Representação do deus Hanuman (topo à esquerda) e o templo em Anjaneya Hill, onde se acredita ser o local de nascimento do seu nascimento.

Finalizando…

A infraestrutura, no geral, merece algumas considerações para quem não está acostumado a fazer turismo em áreas mais rústicas.
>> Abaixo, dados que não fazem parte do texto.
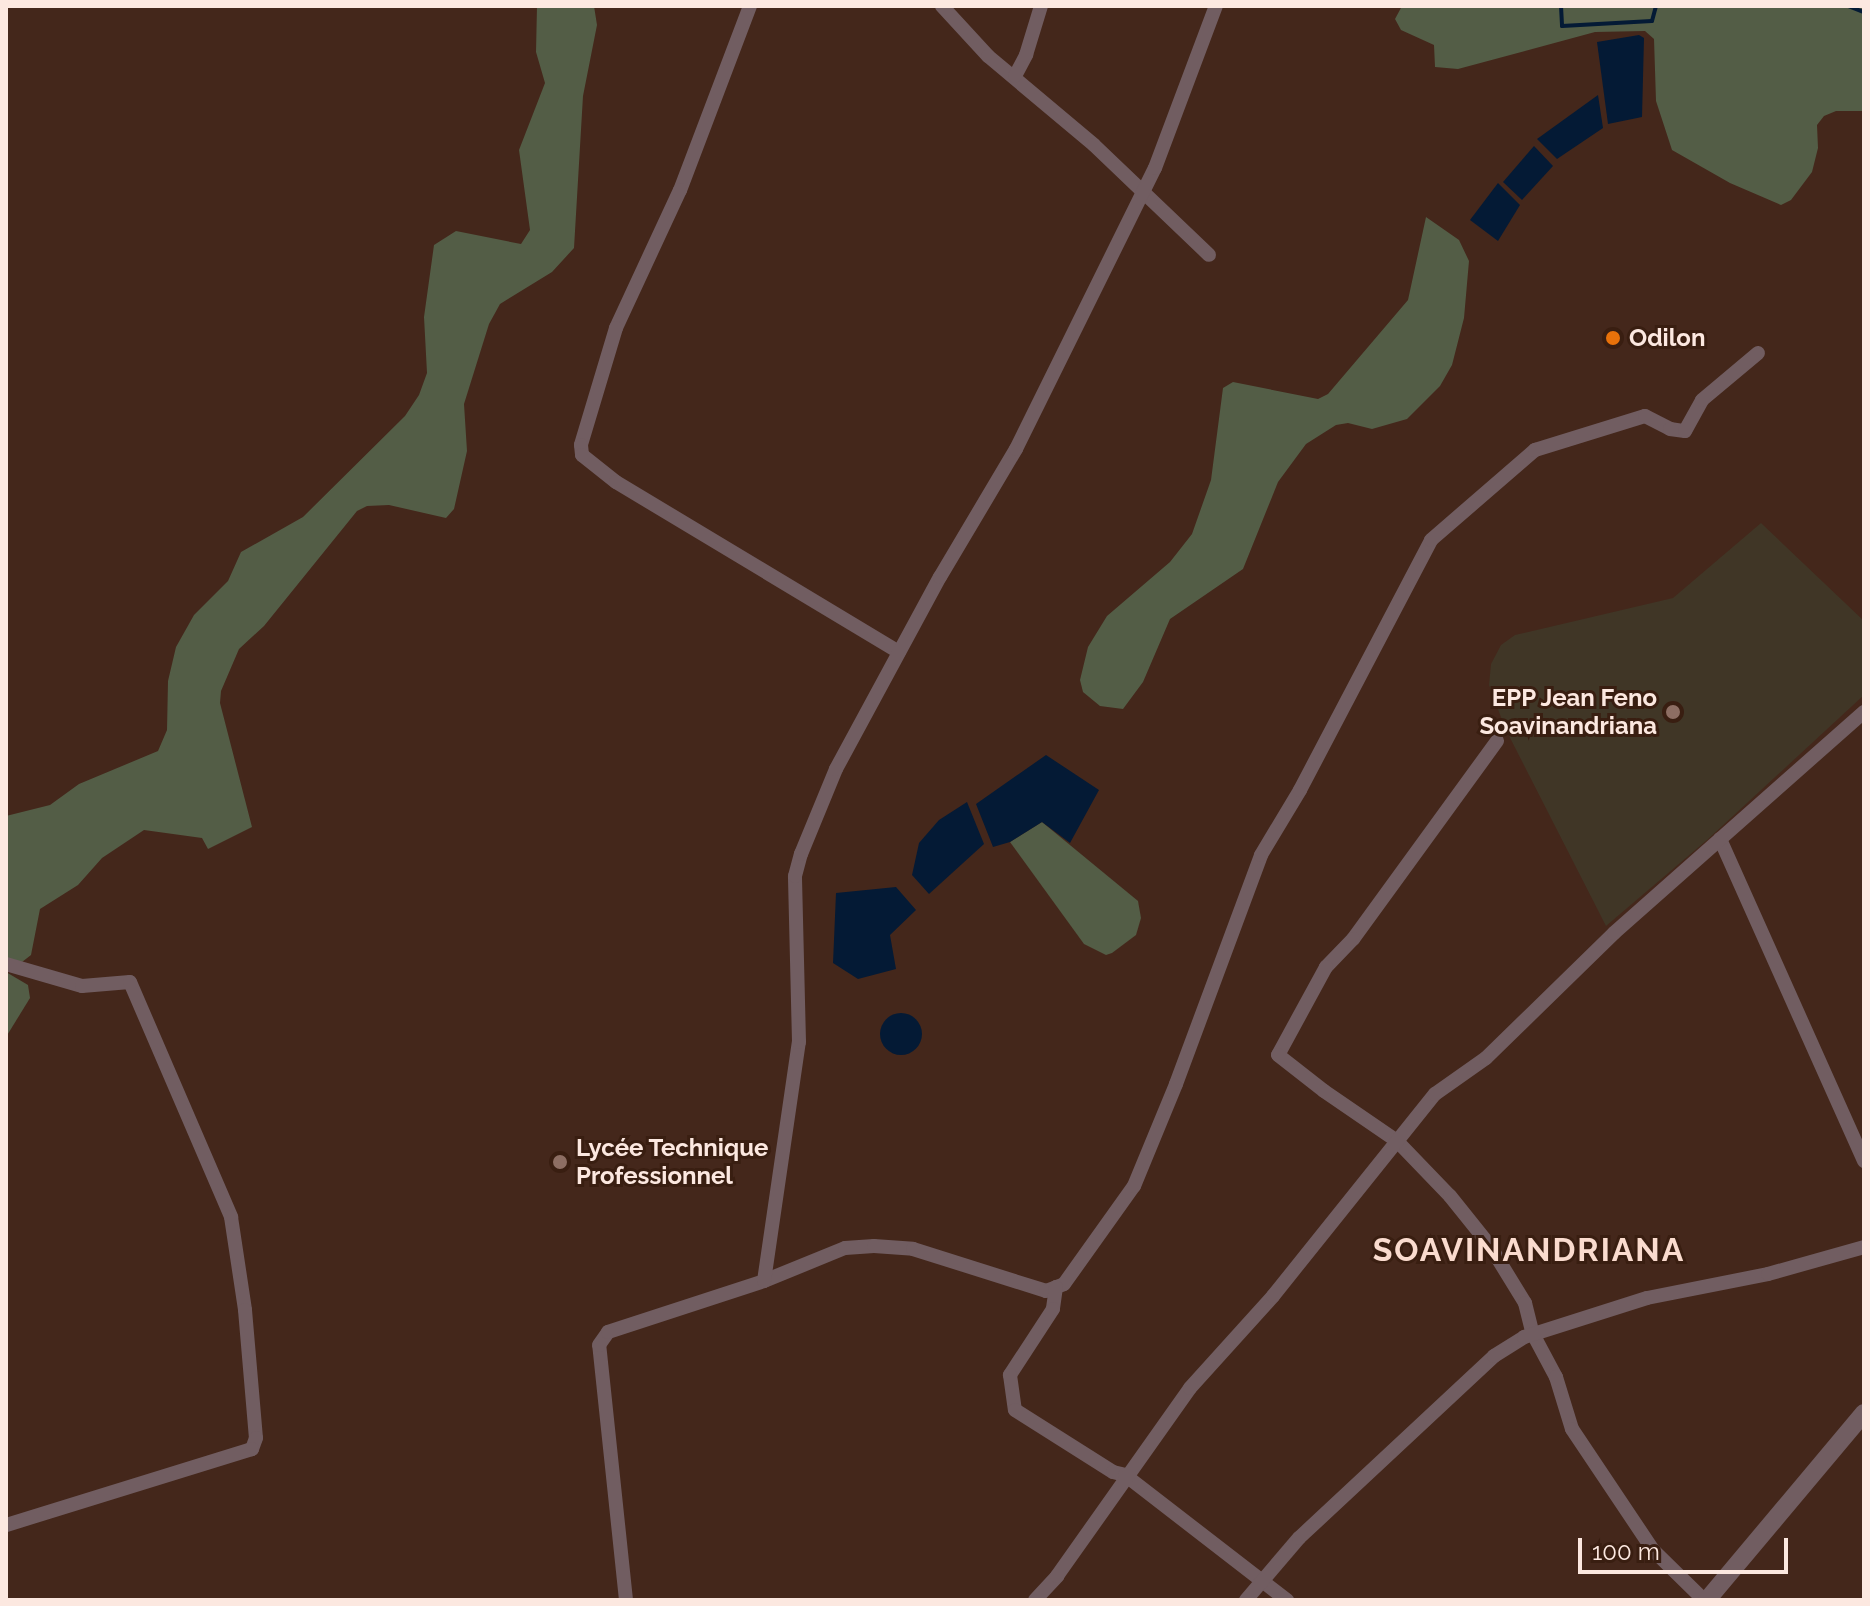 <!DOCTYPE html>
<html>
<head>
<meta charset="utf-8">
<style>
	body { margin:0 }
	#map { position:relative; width:1870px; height:1606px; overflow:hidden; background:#44271b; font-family:Raleway,sans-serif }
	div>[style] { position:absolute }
	.education>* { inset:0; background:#403626 }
	.green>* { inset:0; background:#535d46 }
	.water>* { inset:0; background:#041a35 }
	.round { border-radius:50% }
	.stream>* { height:4px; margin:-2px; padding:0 2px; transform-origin:2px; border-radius:2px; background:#041a35 }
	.minor>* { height:14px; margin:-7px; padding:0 7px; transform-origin:7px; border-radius:7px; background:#715d61 }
	.tertiary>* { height:18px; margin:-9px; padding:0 9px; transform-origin:9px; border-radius:9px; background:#715d61 }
	.dots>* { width:22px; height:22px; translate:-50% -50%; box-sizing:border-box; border:4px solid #391e11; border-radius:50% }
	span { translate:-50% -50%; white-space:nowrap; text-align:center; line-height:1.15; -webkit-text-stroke:6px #391e11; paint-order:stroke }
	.poi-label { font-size:24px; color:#fce8e0; font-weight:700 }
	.left { translate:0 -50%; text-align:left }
	.right { translate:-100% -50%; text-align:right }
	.district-label { font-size:32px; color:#fadbce; font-weight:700; letter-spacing:2px }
	.frame { position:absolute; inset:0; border:8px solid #fce8e0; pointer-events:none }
	.scale { position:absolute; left:1578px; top:1538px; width:210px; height:36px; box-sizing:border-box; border:4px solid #fce8e0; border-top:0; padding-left:10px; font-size:24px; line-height:28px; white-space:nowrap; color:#fce8e0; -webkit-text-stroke:6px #391e11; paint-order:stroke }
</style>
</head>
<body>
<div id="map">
	<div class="education">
		<i style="clip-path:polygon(1761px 523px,1864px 621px,1864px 695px,1707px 840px,1606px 926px,1505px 728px,1489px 685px,1491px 664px,1501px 645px,1515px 635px,1673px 598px)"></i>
	</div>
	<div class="green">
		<i style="clip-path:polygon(537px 6px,594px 6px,597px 25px,583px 96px,574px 248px,552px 272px,500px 304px,489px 324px,464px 404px,467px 451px,454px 509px,446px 518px,389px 505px,367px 506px,357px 511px,264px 626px,239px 649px,221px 691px,220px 703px,252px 827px,208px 849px,202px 838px,144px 830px,102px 858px,78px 885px,40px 909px,31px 955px,22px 962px,6px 959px,6px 816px,50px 805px,79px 784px,158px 751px,167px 730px,168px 681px,176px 647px,194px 615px,228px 581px,241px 552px,303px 517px,405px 416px,419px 395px,427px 373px,424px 317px,434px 245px,456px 231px,521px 244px,530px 230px,519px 150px,545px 83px,536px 52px)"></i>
		<i style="clip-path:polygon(1402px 6px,1864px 6px,1864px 111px,1836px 111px,1824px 116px,1817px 125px,1818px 148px,1812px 172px,1791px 200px,1781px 205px,1730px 183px,1672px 150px,1656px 101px,1654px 39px,1645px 31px,1595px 32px,1458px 69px,1435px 67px,1434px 45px,1401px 30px,1395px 19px)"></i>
		<i style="clip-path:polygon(1426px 217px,1459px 240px,1469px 261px,1464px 318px,1452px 365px,1440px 386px,1407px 419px,1372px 429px,1348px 423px,1336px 425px,1306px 444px,1278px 482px,1243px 569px,1170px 619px,1143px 682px,1123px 709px,1100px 706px,1083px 692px,1080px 680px,1088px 647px,1107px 616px,1170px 562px,1192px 534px,1211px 480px,1223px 388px,1233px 382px,1318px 399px,1328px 394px,1408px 300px)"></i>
		<i style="clip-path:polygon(1042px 822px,1138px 901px,1141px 918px,1136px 935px,1112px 953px,1106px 955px,1084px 944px,1010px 842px)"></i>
		<i style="clip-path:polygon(6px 972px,28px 985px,30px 998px,6px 1037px)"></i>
	</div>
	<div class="water">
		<i style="clip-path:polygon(1639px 35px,1644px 38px,1642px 117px,1608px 124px,1597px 42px)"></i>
		<i style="clip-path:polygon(1598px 95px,1603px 128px,1557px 159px,1537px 139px)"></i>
		<i style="clip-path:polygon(1534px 146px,1553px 166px,1522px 200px,1503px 182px)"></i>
		<i style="clip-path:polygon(1498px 183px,1520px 205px,1498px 241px,1470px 220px)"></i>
		<i style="clip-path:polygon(1046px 755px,1099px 790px,1070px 843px,1042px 822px,1010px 842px,993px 847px,976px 804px)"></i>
		<i style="clip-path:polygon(967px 802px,984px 844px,929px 894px,912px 875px,919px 843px,939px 820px)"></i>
		<i style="clip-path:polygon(896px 887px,916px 910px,890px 935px,896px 969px,858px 979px,833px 963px,836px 893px)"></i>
		<i class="round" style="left:880px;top:1013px;width:42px;height:42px"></i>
	</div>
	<div class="stream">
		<i style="left:1561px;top:6px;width:20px;rotate:87deg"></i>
		<i style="left:1562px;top:26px;width:90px;rotate:-3.2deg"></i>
		<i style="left:1652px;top:21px;width:16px;rotate:-75deg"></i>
		<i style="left:1848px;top:6px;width:17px;rotate:21deg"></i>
	</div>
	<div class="minor">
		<i style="left:750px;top:6px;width:197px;rotate:110.8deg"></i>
		<i style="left:680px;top:190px;width:152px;rotate:114.9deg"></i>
		<i style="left:616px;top:328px;width:122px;rotate:106.7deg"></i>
		<i style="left:581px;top:445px;width:10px;rotate:84deg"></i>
		<i style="left:582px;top:455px;width:43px;rotate:38.5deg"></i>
		<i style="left:616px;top:482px;width:330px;rotate:31deg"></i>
		<i style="left:942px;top:6px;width:68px;rotate:47.4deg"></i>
		<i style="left:988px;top:56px;width:138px;rotate:40deg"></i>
		<i style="left:1094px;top:145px;width:159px;rotate:43.7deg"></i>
		<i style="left:1015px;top:76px;width:24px;rotate:-62deg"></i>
		<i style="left:1026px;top:55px;width:51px;rotate:-73deg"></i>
		<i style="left:1497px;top:741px;width:245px;rotate:126deg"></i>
		<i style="left:1353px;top:939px;width:39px;rotate:134deg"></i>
		<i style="left:1326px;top:967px;width:100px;rotate:118.6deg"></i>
		<i style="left:1278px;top:1055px;width:58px;rotate:38deg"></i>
		<i style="left:1324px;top:1091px;width:88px;rotate:34.4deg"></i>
		<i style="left:1397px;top:1141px;width:76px;rotate:46.1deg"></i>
		<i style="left:1450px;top:1196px;width:64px;rotate:51.3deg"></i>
		<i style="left:1490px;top:1246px;width:67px;rotate:58.4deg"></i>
		<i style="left:1525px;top:1303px;width:32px;rotate:76deg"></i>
		<i style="left:1533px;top:1334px;width:49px;rotate:61.9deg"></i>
		<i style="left:1556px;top:1377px;width:54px;rotate:72.9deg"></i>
		<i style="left:1572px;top:1429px;width:146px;rotate:56.2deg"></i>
		<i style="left:1653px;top:1550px;width:71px;rotate:44.4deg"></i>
		<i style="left:1720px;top:839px;width:353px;rotate:65.9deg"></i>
		<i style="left:6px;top:964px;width:79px;rotate:16.1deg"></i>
		<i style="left:82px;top:986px;width:48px;rotate:-4.8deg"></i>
		<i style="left:130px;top:982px;width:256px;rotate:66.7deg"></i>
		<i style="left:231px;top:1217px;width:94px;rotate:81.4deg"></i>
		<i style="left:245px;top:1310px;width:128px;rotate:85.1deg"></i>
		<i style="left:256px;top:1438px;width:12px;rotate:110deg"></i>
		<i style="left:252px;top:1449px;width:257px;rotate:162.8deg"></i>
		<i style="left:764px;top:1281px;width:87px;rotate:-22.2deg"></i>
		<i style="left:845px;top:1248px;width:29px;rotate:-4deg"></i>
		<i style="left:874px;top:1246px;width:39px;rotate:4deg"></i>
		<i style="left:913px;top:1249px;width:139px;rotate:17.5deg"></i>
		<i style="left:1046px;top:1291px;width:19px;rotate:-21deg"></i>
		<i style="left:1064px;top:1284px;width:120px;rotate:-54.5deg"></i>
		<i style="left:1134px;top:1186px;width:110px;rotate:-67.6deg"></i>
		<i style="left:1176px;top:1084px;width:244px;rotate:-69.6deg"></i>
		<i style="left:1261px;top:855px;width:76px;rotate:-59deg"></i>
		<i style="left:1300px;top:790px;width:282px;rotate:-62.3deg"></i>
		<i style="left:1431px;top:540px;width:138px;rotate:-40.9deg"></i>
		<i style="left:1535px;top:450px;width:115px;rotate:-17.2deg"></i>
		<i style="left:1645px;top:416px;width:28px;rotate:27deg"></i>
		<i style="left:1670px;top:429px;width:15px;rotate:8deg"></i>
		<i style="left:1685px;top:431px;width:35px;rotate:-61deg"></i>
		<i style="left:1702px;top:400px;width:73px;rotate:-40deg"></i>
		<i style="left:1056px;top:1287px;width:22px;rotate:98deg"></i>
		<i style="left:1053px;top:1309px;width:79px;rotate:123.1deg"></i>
		<i style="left:1010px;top:1375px;width:35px;rotate:82deg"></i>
		<i style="left:1015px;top:1410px;width:116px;rotate:32.3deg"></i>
		<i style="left:1113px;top:1472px;width:12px;rotate:14deg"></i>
		<i style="left:1125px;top:1475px;width:205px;rotate:37.7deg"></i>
		<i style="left:626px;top:1600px;width:256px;rotate:-96deg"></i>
		<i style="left:599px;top:1345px;width:16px;rotate:-55deg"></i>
		<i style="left:608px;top:1332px;width:164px;rotate:-18.1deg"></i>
		<i style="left:764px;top:1281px;width:242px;rotate:-81.7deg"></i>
		<i style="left:799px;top:1042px;width:166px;rotate:-91.4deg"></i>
		<i style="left:795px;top:876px;width:23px;rotate:-75deg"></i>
		<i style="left:801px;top:854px;width:92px;rotate:-67.6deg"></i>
		<i style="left:836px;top:769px;width:218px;rotate:-61.6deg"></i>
		<i style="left:940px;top:577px;width:149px;rotate:-59.3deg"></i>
		<i style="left:1016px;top:449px;width:313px;rotate:-63.7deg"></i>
		<i style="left:1155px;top:168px;width:173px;rotate:-69.4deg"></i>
		<i style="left:1035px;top:1600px;width:33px;rotate:-47deg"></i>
		<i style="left:1057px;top:1576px;width:230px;rotate:-54.7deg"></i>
		<i style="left:1190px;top:1388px;width:124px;rotate:-47.9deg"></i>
		<i style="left:1273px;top:1296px;width:259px;rotate:-51.3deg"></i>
		<i style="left:1435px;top:1094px;width:62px;rotate:-35.2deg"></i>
		<i style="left:1486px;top:1058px;width:179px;rotate:-44.3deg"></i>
		<i style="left:1614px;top:933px;width:334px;rotate:-41.5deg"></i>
		<i style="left:1246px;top:1600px;width:82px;rotate:-49.5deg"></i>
		<i style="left:1299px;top:1538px;width:267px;rotate:-43deg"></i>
		<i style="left:1494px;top:1356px;width:36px;rotate:-32deg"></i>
		<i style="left:1524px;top:1337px;width:129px;rotate:-17.6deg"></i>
		<i style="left:1647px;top:1298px;width:123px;rotate:-11.2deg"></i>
		<i style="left:1768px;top:1274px;width:100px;rotate:-15.7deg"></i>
	</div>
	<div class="tertiary">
		<i style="left:1707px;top:1600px;width:244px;rotate:-50deg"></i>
	</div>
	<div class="dots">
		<i style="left:1613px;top:338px;background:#e8710a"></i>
		<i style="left:1673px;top:712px;background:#8d6e63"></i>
		<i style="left:560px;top:1162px;background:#8d6e63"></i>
	</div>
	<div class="poi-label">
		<span class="left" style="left:1629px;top:338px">Odilon</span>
		<span class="right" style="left:1657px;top:712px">EPP Jean Feno<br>Soavinandriana</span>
		<span class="left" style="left:576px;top:1162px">Lycée Technique<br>Professionnel</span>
	</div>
	<div class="district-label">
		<span style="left:1529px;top:1250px">SOAVINANDRIANA</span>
	</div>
	<div class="frame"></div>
	<div class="scale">100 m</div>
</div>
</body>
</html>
  • A cobertura de celular é ruim. Não conte com isso para encontrar seus amigos. Também por isso, poucos lugares aceitam cartão de crédito ou débito. Ou seja: tenha dinheiro vivo.
  • O lugar é bastante turístico. Então existem várias opções de hospedagem, assim como uma vasta opção para alimentação. Não esqueça, apenas, que Hampi é um lugar sagrado, então ali não vai haver nem carne, nem álcool. Do outro lado do rio, esses itens são permitidos. Tendo a achar que é por isso que em Hampi tu vais encontrar mais turistas indianos e na outra margem, ocidentais. Principalmente hippies e israelenses.
  • Motos e carros também não são permitidos em Hampi. Alugue uma bicicleta e seja feliz.
  • Água quente e/ou chuveiro não vai ser, necessariamente, algo que você vai encontrar no seu banheiro. Esteja preparado para tomar banho como os locais, de balde e canequinha.
  • A vegetação local é rasteira e vários dos locais de visita são amplos. Esteja preparado para caminhar bastante nesse tipo de ambiente. Água, calçados confortáveis e roupas leves, assim como proteção para o sol são itens básicos para tua sobrevivência.
  • No sábado, depois do sol ter se posto, acabamos o dia comendo e bebendo no Mango Tree, com suas mesas baixas para se sentar em colchões no chão. Bons pratos (vegetarianos) disponíveis no que parece ser um dos restaurantes mais populares da região, principalmente entre estrangeiros.

Notas de rodapé:

  1. Sempre que possível, deixe que indianos negociem e não deixe que o outro lado veja que você faz parte daquele grupo. Ocidentais SEMPRE vão fazer com que os preços de produtos e serviços sofram ágio.
  2. O roteiro (mapa abaixo) foi: Royal Enclosure, Queen Palace, Queen Bath, pausa para almoço, Museu, Carruagem de Pedra e Palácio Musical.
Sim, todo mundo quer tirar foto com esse cara branco esquisito.